The original outdoor work has only ever been shown only once, in 1978, for Creative Time’s Art on the Beach on Manhattan’s Lower East Side. Castoro chose to work with cylindrical logs to create a field in the form of an asymmetrical geometric shape. A drawing in the collection of Yale University Art Gallery reveals the grid structure that underlies this work. A series of journal photographs from 1978 show Castoro working through the use of such arrangements of wooden elements in related works titled Pier Group and Tank Trap. In a telling inscription alongside these images is the phrase “an obstacle course for a dancer,” revealing the continued referencing of the dancer’s body in movement. These works address perception through perspective and heightened recession, a recurrence of the theme of infinity in Castoro’s work. For Mostyn, North Wales trees will be used to reflect the local context, laid in a grid overlooking the town’s local beaches.
Clare Harding, Interim Director, Mostyn, said, “We are thrilled to display this important outdoor work as a celebration of Rosemarie’s exhibition in Mostyn and to bring such an important work to life again, over 40 years after it was first made”.

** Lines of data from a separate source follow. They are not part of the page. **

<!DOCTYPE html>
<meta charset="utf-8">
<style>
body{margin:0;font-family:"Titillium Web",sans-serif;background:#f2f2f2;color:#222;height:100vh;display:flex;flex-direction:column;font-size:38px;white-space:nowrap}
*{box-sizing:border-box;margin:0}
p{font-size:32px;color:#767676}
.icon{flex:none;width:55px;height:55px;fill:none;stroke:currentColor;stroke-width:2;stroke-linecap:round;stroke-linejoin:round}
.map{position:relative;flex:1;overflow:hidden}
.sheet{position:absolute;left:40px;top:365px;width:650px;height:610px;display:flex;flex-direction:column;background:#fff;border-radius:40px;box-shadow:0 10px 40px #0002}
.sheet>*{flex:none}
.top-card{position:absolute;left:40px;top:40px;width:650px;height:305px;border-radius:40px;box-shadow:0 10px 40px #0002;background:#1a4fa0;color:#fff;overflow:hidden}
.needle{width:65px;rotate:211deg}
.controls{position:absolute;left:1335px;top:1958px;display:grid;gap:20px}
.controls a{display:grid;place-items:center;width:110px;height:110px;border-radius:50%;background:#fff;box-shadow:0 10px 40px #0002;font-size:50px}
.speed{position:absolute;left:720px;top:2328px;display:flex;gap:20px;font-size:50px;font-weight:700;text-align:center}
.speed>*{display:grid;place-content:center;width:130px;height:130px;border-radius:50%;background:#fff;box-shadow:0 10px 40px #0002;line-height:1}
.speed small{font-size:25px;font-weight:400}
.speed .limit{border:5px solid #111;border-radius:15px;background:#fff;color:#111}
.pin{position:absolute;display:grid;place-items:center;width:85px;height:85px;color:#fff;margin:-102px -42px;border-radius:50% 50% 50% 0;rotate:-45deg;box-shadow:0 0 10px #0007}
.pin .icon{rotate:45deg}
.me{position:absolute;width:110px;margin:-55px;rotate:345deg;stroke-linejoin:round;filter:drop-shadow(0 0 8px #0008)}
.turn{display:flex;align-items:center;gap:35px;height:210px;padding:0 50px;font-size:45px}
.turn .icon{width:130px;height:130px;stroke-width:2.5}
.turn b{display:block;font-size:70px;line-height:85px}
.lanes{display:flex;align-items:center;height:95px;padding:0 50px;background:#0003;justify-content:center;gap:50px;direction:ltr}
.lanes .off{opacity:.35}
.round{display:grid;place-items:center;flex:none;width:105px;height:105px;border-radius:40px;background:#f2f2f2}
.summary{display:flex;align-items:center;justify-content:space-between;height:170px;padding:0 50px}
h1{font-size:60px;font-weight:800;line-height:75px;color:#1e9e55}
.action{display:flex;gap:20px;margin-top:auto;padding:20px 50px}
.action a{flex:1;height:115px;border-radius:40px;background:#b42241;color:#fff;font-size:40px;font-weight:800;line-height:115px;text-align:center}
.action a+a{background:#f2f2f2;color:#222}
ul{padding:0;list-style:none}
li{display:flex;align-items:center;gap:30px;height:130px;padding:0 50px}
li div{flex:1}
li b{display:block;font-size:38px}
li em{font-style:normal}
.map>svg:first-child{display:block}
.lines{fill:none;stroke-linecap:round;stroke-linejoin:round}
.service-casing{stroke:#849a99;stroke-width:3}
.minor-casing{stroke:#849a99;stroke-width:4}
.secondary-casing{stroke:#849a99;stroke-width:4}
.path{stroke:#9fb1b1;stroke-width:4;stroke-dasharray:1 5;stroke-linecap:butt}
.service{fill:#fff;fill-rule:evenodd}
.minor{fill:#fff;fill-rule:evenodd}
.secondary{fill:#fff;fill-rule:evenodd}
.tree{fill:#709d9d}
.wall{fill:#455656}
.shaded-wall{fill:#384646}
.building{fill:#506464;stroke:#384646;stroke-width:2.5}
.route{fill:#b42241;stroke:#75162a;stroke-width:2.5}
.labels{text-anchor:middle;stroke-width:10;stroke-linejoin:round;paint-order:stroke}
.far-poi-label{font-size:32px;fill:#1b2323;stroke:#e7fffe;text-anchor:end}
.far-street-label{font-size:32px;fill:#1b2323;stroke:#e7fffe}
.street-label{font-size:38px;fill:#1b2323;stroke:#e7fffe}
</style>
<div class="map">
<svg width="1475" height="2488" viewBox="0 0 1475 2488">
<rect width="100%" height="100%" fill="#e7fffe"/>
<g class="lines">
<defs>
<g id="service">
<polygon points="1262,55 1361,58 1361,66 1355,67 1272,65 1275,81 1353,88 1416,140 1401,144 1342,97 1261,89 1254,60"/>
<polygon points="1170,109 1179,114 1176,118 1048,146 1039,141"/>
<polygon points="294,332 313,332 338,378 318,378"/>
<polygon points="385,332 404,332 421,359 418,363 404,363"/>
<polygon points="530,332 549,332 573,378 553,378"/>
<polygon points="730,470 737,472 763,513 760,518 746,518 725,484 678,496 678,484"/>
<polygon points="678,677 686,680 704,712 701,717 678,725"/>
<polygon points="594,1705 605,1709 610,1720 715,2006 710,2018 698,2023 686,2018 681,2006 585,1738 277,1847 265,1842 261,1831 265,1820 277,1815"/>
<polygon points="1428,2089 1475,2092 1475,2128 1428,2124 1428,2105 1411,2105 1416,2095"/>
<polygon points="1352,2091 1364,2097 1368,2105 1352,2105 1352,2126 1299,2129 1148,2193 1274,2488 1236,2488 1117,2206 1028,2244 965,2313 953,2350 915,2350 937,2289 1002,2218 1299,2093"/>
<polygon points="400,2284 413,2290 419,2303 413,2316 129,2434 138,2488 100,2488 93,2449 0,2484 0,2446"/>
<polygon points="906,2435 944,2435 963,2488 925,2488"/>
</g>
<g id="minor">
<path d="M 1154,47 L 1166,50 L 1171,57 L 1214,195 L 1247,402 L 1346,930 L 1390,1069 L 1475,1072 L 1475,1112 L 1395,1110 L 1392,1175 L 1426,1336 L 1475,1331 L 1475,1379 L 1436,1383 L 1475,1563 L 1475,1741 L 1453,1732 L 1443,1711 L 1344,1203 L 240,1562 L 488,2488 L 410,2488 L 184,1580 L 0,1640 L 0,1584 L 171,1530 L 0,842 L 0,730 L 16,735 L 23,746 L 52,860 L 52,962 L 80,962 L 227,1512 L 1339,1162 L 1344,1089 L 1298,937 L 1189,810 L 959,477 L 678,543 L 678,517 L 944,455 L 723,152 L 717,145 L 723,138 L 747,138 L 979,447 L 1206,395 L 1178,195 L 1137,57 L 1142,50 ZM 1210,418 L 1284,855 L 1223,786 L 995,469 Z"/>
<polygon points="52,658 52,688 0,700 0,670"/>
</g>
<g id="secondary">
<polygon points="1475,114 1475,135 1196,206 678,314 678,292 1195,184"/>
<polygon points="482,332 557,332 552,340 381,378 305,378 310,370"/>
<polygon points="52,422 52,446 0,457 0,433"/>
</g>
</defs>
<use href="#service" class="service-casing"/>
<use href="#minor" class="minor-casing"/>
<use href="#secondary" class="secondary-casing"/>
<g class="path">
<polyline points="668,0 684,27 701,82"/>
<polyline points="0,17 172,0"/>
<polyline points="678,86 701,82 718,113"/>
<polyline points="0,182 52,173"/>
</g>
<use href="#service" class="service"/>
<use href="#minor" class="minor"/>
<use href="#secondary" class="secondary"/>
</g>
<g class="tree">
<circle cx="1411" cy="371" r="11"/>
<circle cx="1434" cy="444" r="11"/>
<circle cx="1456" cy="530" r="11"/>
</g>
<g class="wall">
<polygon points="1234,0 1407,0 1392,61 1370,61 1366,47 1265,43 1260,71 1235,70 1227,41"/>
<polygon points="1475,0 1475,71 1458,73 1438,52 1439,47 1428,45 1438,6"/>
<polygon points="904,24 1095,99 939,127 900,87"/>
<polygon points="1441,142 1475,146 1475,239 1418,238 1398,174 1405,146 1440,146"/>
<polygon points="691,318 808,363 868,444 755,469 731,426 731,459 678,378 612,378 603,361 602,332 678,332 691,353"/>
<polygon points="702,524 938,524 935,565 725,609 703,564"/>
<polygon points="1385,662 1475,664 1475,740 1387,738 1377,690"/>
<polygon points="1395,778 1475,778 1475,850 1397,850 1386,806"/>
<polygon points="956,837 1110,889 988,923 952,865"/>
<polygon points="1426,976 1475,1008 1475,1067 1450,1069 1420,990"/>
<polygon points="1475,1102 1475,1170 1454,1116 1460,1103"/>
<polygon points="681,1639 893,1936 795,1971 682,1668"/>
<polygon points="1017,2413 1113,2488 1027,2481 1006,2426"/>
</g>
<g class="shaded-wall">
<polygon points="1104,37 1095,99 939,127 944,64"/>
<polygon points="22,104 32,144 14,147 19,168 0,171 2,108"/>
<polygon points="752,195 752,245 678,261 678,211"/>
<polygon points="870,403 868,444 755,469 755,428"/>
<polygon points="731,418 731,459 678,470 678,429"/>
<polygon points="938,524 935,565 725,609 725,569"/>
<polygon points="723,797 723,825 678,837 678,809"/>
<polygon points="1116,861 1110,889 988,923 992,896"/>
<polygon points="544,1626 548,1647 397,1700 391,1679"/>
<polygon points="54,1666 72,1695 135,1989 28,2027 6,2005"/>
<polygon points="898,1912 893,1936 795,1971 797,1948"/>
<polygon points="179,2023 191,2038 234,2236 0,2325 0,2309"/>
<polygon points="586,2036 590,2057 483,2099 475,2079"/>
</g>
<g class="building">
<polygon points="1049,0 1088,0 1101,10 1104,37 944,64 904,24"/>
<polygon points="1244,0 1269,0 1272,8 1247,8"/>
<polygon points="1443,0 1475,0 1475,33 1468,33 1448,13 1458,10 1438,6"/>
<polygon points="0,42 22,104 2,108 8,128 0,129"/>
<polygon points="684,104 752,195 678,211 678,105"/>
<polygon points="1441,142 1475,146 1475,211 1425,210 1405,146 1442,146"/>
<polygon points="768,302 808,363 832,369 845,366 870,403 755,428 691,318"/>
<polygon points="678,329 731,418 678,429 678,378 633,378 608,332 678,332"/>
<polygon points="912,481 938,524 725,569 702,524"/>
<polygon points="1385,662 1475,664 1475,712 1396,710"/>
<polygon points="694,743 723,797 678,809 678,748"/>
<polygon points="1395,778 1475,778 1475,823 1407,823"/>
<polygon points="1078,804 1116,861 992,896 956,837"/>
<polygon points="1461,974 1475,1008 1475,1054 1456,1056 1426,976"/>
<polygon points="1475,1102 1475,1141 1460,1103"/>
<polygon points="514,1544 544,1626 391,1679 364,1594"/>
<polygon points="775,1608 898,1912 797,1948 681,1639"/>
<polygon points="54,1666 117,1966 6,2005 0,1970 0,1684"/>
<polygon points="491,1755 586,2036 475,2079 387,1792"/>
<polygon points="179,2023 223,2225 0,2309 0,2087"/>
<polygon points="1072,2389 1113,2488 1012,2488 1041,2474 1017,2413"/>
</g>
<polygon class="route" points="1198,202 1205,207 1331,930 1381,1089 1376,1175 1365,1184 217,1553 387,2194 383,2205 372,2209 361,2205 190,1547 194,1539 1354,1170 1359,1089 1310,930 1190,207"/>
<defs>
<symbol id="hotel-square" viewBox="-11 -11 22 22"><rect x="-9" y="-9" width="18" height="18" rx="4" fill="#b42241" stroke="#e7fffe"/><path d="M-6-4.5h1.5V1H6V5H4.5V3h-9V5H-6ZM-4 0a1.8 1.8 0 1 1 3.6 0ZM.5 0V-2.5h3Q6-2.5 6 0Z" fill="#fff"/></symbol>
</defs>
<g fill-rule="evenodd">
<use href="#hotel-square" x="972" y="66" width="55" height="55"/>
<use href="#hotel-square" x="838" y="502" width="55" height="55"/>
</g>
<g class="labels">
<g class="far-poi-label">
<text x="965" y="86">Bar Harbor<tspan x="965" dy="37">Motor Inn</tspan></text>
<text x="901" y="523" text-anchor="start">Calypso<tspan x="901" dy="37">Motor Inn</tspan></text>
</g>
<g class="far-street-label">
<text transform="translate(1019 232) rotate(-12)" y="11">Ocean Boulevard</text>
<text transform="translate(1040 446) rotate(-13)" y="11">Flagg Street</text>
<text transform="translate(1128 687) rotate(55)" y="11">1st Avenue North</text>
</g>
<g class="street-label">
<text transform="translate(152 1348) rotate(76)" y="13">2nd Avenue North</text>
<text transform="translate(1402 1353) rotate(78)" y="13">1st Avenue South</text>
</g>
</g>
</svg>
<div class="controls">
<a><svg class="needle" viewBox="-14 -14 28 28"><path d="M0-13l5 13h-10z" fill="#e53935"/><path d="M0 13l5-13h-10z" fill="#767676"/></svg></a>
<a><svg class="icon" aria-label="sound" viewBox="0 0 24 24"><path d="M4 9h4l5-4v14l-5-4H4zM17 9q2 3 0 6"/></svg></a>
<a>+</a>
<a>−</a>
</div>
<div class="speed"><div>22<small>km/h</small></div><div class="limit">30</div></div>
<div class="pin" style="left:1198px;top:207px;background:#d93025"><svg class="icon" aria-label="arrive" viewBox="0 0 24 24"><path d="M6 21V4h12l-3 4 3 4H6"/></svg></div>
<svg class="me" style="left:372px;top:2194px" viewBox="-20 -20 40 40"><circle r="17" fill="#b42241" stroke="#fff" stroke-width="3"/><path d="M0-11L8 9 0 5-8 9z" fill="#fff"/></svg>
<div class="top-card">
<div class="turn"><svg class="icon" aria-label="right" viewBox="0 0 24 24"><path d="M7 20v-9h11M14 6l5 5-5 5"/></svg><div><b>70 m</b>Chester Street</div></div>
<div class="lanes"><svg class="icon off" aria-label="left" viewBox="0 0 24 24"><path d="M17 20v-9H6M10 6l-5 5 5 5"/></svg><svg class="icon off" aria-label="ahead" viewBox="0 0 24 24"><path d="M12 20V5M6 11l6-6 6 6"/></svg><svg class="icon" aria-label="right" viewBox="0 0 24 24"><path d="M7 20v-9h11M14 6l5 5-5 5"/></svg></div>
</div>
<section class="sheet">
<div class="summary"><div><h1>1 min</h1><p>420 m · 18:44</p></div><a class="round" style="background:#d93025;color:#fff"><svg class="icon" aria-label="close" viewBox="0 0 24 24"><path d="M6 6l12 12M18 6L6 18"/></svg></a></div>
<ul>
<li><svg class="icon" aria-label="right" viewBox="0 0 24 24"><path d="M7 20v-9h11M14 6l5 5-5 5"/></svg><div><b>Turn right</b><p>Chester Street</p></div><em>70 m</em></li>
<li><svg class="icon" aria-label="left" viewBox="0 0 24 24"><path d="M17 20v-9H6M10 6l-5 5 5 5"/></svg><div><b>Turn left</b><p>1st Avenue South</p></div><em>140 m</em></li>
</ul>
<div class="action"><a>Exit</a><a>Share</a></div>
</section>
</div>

Werner Pichler, co-founder of the Estate of Rosemarie Castoro said, “To recreate Trap A Zoid is certainly a wonderful opportunity to bring one of Rosemarie’s large scale installations back to life! Already the photographs that document the installation from 1978 are very powerful. So I am sure that to actually stand in front of that work, life size, will be a remarkable experience. Since there are records of the diagrams which Rosemarie based her installation on, it will be possible to come up with an installation completely true to the artist’s intention. The Estate is very grateful to Mostyn and the Henry Moore Foundation for this extraordinary chance to show one of Rosemarie’s major outdoor art works, alongside with her works that will be shown in the museum”.